Ryan, the ultimate gentleman, went and approached his parents about this problem for me. This was at the point where everyone was getting the last minute advice from the pastor (I couldn't hear what exactly they were discussing but my imagination conjured up something like, "TURN BACK NOW!") and getting ready to go to the dinner. Cindy came over and saw the tape, realized the problem, and gathered the bridesmaids to tape off where they need to stand.
Debbie looked extremely pissed about this. We told her she needed to move over to her right and she moved about two inches. Still I could not get any shots of the aisle. I approached the harem.
“What if we had Hannah (the flower girl) stand where you’re standing and you stand to your right next to all the bridesmaids?” I said with trepidation.
Debbie looked at me like I had said “We all know this wedding’s never going to work out, come on, let’s just go to Luby’s and get some good meat & potatoes.”
“It’s customary,” she said, through gritted teeth, “for the flower girl to stand between the matron of honor and the bridesmaids.”
I wanted to say “Is it customary for the matron of honor to be a bitch?” but I didn’t. Because really, when it came right down to it, it’s not my damn wedding and I have absolutely nothing invested in it. If they wanted to stare at Debbie’s back during “Here comes the bride” then that would really be fine by me at the end of the day.
Cindy interjected, seeing my expression. “I think Hannah can stand to your left just during the part where Cheryl comes down the aisle and then you’ll switch back.” Debbie looked pissed about this but Cindy’s was the last word. They taped off their spots and everyone got ready to leave for the dinner.
It was awful. And I have a sneaking suspicion that tonight Debbie will not comply. But I won’t panic. I tried to make it work…if she wants to sabotage me, then so be it. I’ll tell Cheryl that when she has little daughters and they want to watch the wedding tape, during the part where she comes down the aisle with her father, to tell the kids, "Use your imagination. This was the early 2000's...people couldn't levitate."

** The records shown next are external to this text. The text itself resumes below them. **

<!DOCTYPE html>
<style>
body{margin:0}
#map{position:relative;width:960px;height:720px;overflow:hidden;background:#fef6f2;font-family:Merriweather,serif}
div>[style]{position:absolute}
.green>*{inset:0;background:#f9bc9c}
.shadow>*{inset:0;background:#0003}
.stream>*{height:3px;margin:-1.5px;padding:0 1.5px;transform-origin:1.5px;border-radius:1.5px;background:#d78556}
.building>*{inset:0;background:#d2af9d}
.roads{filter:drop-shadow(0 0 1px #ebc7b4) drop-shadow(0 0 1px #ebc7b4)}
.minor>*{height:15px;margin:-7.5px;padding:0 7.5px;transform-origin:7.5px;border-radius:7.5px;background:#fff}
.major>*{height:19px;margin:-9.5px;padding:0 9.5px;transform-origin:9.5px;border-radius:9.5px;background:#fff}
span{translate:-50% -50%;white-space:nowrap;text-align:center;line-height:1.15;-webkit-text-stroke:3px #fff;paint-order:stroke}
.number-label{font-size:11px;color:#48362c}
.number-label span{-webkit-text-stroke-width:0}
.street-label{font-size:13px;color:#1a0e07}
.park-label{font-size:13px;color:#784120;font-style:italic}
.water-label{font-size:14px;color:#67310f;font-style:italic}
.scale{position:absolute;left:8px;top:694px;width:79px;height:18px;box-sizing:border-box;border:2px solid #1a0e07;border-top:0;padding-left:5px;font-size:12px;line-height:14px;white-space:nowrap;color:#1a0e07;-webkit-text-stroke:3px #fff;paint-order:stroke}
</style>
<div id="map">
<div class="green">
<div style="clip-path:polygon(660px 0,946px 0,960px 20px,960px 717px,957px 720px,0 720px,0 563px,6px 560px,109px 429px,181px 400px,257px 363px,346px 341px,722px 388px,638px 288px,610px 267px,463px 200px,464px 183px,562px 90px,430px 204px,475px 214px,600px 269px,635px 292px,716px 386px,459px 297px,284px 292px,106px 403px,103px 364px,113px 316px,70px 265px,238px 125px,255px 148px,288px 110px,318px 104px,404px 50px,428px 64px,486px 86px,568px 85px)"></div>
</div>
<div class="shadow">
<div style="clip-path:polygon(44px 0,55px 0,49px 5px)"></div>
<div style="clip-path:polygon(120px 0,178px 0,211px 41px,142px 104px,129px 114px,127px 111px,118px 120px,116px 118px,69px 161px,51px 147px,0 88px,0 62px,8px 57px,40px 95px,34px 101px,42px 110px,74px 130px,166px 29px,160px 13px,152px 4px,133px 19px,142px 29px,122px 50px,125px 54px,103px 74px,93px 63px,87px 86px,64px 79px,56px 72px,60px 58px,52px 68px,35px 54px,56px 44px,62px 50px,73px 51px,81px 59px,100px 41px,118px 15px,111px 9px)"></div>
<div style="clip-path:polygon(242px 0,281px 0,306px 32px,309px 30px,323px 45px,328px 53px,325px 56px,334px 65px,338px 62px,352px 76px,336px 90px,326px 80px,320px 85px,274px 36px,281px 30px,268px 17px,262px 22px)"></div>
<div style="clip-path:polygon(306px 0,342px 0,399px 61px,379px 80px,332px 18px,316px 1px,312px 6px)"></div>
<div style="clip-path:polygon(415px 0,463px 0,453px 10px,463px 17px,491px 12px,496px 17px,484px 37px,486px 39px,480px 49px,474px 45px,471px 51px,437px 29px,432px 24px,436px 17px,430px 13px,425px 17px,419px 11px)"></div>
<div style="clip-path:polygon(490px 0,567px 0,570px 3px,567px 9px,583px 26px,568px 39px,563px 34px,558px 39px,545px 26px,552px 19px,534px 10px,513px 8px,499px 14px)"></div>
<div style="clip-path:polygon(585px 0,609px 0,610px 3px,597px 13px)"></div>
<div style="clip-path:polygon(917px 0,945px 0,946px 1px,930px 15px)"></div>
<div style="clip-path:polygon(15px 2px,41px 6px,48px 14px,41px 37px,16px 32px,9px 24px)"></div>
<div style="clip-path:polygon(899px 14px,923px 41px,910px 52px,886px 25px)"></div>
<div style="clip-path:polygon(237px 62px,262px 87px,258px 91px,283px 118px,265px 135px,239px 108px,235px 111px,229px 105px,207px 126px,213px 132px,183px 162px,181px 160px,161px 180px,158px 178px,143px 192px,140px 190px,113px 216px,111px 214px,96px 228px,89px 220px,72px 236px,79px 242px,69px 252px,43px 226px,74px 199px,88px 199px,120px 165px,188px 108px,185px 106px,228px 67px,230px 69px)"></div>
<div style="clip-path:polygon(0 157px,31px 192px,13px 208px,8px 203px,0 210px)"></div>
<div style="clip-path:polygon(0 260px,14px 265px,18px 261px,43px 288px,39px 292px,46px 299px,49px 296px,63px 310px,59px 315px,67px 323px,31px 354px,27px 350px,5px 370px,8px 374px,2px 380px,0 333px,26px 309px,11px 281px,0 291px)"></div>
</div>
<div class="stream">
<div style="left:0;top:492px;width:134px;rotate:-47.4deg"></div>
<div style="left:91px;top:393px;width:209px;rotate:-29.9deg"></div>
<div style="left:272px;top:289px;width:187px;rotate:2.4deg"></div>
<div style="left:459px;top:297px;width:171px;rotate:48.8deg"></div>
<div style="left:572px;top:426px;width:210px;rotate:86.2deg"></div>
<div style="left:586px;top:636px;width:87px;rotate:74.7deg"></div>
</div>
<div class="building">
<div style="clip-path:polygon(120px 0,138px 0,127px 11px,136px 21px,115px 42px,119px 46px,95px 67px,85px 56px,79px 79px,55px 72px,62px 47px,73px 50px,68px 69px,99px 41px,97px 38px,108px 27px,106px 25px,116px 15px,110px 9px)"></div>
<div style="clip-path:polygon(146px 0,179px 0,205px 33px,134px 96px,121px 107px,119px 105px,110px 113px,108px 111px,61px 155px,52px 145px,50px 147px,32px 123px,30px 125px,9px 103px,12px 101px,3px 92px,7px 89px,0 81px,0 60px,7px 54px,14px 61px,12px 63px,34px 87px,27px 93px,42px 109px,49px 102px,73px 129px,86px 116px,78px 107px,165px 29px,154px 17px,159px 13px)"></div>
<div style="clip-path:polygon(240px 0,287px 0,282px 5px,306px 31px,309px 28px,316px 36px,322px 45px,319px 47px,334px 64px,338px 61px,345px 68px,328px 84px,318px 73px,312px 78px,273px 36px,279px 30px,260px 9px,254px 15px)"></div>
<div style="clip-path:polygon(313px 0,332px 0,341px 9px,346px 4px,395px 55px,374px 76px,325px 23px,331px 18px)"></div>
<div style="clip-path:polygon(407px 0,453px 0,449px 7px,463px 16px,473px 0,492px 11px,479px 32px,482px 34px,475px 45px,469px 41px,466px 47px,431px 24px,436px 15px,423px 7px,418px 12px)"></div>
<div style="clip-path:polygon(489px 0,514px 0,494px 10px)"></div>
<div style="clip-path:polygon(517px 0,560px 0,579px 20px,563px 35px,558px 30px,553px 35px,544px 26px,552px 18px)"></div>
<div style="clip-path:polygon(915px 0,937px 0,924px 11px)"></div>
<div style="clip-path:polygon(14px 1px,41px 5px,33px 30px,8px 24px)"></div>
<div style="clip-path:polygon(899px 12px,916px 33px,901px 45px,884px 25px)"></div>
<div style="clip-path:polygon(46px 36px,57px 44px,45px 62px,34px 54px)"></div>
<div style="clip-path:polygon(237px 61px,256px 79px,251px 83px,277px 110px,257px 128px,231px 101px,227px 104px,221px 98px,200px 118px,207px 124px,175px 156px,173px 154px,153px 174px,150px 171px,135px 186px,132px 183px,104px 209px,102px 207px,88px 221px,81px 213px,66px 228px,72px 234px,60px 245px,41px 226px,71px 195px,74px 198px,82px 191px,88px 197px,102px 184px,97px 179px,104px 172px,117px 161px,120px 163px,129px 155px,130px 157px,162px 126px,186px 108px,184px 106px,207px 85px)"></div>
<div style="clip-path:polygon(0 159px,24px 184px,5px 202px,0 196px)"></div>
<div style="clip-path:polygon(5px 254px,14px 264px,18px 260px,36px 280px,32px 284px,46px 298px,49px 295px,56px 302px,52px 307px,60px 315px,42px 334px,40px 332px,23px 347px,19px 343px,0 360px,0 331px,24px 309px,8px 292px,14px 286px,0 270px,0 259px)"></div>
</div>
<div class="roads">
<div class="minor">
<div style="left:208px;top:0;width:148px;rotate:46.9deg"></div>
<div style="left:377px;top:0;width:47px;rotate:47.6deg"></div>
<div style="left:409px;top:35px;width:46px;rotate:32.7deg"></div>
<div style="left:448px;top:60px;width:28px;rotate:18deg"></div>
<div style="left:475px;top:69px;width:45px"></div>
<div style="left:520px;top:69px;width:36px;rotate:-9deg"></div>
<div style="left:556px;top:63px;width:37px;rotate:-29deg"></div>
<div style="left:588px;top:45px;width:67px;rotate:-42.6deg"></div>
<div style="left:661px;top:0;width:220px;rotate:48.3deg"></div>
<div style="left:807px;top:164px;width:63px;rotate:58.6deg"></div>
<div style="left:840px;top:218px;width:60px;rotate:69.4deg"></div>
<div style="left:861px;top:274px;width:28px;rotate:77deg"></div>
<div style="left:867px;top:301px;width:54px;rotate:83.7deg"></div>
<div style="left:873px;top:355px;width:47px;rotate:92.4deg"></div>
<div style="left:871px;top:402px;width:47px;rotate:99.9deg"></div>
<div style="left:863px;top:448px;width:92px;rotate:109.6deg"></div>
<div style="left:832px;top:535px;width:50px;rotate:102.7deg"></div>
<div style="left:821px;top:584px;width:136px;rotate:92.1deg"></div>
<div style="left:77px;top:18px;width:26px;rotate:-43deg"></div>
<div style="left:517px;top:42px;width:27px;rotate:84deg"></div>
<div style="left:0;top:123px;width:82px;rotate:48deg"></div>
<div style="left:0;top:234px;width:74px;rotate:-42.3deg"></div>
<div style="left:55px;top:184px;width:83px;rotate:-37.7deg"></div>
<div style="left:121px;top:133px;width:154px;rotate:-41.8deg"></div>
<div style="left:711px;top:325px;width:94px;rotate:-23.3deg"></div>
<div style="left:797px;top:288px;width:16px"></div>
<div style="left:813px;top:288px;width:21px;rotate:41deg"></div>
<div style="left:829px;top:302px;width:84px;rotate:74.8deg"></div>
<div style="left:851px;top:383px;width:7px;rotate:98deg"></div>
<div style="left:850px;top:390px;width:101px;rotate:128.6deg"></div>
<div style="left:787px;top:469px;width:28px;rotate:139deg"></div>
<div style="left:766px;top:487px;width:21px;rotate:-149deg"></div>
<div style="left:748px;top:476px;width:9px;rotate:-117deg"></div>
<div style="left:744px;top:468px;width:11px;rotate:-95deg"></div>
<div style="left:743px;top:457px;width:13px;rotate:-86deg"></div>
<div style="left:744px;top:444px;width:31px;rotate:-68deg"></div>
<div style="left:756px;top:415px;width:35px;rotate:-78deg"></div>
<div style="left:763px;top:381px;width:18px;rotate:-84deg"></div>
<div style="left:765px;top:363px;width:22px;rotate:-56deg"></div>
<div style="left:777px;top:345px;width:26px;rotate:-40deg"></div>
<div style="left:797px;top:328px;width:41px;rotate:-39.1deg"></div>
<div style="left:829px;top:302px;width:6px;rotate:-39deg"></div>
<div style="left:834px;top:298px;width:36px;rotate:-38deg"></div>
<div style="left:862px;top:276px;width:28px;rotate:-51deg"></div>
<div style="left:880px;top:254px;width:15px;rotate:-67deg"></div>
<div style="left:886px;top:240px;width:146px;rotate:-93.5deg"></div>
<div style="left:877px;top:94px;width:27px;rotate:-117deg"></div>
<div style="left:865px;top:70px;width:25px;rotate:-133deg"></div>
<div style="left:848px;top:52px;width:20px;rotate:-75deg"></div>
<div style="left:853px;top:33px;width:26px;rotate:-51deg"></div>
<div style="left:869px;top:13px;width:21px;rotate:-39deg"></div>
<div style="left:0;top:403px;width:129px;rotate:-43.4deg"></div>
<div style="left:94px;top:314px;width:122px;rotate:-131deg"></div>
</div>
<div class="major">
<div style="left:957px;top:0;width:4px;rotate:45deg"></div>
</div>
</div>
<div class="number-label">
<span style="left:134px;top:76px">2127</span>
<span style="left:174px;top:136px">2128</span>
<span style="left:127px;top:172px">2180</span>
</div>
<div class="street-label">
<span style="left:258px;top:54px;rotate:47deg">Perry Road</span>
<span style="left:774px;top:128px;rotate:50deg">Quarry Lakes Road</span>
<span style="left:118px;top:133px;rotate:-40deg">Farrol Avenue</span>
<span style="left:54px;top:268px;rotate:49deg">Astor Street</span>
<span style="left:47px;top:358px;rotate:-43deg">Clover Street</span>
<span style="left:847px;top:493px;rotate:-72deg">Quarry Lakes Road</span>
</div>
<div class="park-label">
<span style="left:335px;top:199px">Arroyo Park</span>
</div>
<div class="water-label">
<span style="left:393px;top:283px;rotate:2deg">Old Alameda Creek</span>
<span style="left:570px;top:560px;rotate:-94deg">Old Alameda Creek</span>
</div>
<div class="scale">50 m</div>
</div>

When I told IS2 (who is still in Kuwait for a few more days) about this on the phone last night, he said “So much for the idea that everyone loves weddings.” To which I replied, outraged, “NO ONE likes weddings! The only people who like weddings are the people that have nothing invested in weddings and nothing to do with the planning. Everyone else would rather not be there.”
Should be good times tonight. And just think! I'll have video footage of it all.